USR Sort
Walter D. Thompson, Jr.
One way to create your own operands (commands) is to write subroutines that can be called from a BASIC program. You can, for example, use the Atari's USR function to create a routine with the speed of machine language. The time-saving routine can be especially important in sorting programs.
How many times have you created a simple file to which you have made several additions? Later, you discover that you want to list the records in the file in some order other than the sequentially entered order. Or perhaps you would even like to rewrite the file in a new order.
A sort utility in DOS could very well handle all possible demands. However, a simple array sort can handle many smaller applications by reading the fields or records into an array in memory and sorting the array. The only limitation is available memory.
The Sort Routine
A sorting routine is a method by which related elements are compared and ranked. In the Atari, this ranking is accomplished by comparing the ATASCII values. Thus, if we had an array with 26 elements, each one byte long, we could load the array with each letter of the alphabet, and after sorting the array, we would have the letters in order from A to Z.
The sort routine that we want would need to compare a string of letters to another string, perhaps of unequal length. The sort order is left justified so that an element beginning with a D would come before an element starting with an N. However, we also want DUSTY to come after DUST and before DUTY.
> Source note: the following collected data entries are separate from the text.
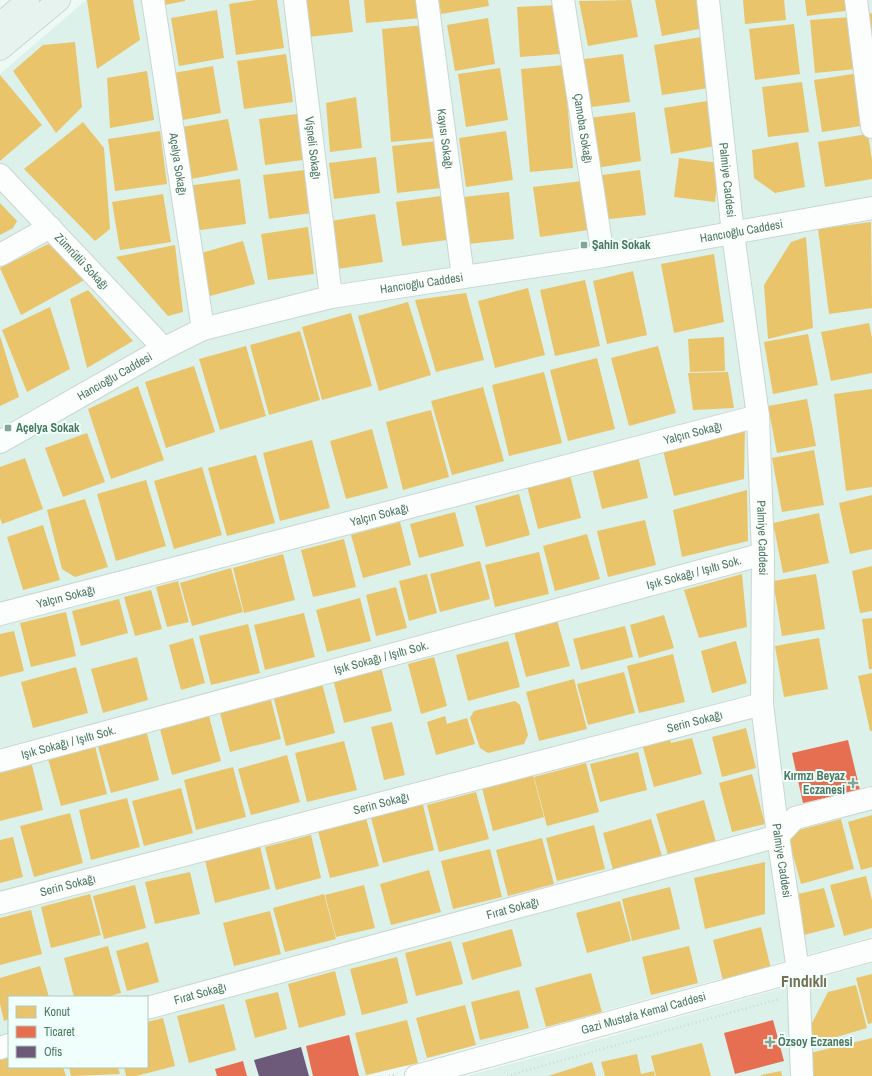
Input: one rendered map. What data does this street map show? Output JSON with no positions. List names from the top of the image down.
{
  "streets": {
    "street": [
      "Çamoba Sokağı",
      "Kayısı Sokağı",
      "Vişneli Sokağı",
      "Açelya Sokağı",
      "Palmiye Caddesi",
      "Hancıoğlu Caddesi",
      "Zümrütlü Sokağı",
      "Yalçın Sokağı",
      "Işık Sokağı / Işıltı Sok.",
      "Serin Sokağı",
      "Fırat Sokağı",
      "Gazi Mustafa Kemal Caddesi"
    ]
  },
  "crossings": [
    ["Çamoba Sokağı", "Hancıoğlu Caddesi"],
    ["Kayısı Sokağı", "Hancıoğlu Caddesi"],
    ["Vişneli Sokağı", "Hancıoğlu Caddesi"],
    ["Açelya Sokağı", "Hancıoğlu Caddesi"],
    ["Palmiye Caddesi", "Hancıoğlu Caddesi"],
    ["Palmiye Caddesi", "Yalçın Sokağı"],
    ["Palmiye Caddesi", "Işık Sokağı / Işıltı Sok."],
    ["Palmiye Caddesi", "Serin Sokağı"],
    ["Palmiye Caddesi", "Fırat Sokağı"],
    ["Palmiye Caddesi", "Gazi Mustafa Kemal Caddesi"],
    ["Hancıoğlu Caddesi", "Zümrütlü Sokağı"]
  ],
  "districts": ["Fındıklı"],
  "places": {
    "transit": ["Şahin Sokak", "Açelya Sokak"],
    "health": ["Kırmzı Beyaz Eczanesi", "Özsoy Eczanesi"]
  },
  "legend": ["Konut", "Ticaret", "Ofis"]
}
Our sort routine must compare each element byte to the corresponding byte of the elements before and after.
Some languages have built-in operands which accomplish this in some manner. For example, IBM BASIC operands AIDX and DIDX return a second array which has sorted pointers to the first array.
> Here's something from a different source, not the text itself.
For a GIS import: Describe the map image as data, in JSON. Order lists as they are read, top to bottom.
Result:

Atari Restrictions And Solutions
When Atari BASIC was written, several operands were omitted simply because there was not sufficient internal memory for all of the special operands available. However, BASIC does allow the user to build assembler subroutines, which can be called from the BASIC program. The utility of the Atari is greatly enhanced by the user's ability to write many special applications. These applications can then use the far greater speed of machine language.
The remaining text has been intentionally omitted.